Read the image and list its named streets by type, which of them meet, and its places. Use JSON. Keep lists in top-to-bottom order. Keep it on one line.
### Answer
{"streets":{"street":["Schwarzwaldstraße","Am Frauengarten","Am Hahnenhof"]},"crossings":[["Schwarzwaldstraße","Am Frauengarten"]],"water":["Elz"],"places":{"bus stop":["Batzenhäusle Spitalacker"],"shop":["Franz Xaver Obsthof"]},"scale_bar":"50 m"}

### Goal of the exercise
Starting at the top of the listing above, write out every line exactly as it appears.

### Result of the exercise
Read the image and list its named streets by type, which of them meet, and its places. Use JSON. Keep lists in top-to-bottom order. Keep it on one line.
### Answer
{"streets":{"street":["Schwarzwaldstraße","Am Frauengarten","Am Hahnenhof"]},"crossings":[["Schwarzwaldstraße","Am Frauengarten"]],"water":["Elz"],"places":{"bus stop":["Batzenhäusle Spitalacker"],"shop":["Franz Xaver Obsthof"]},"scale_bar":"50 m"}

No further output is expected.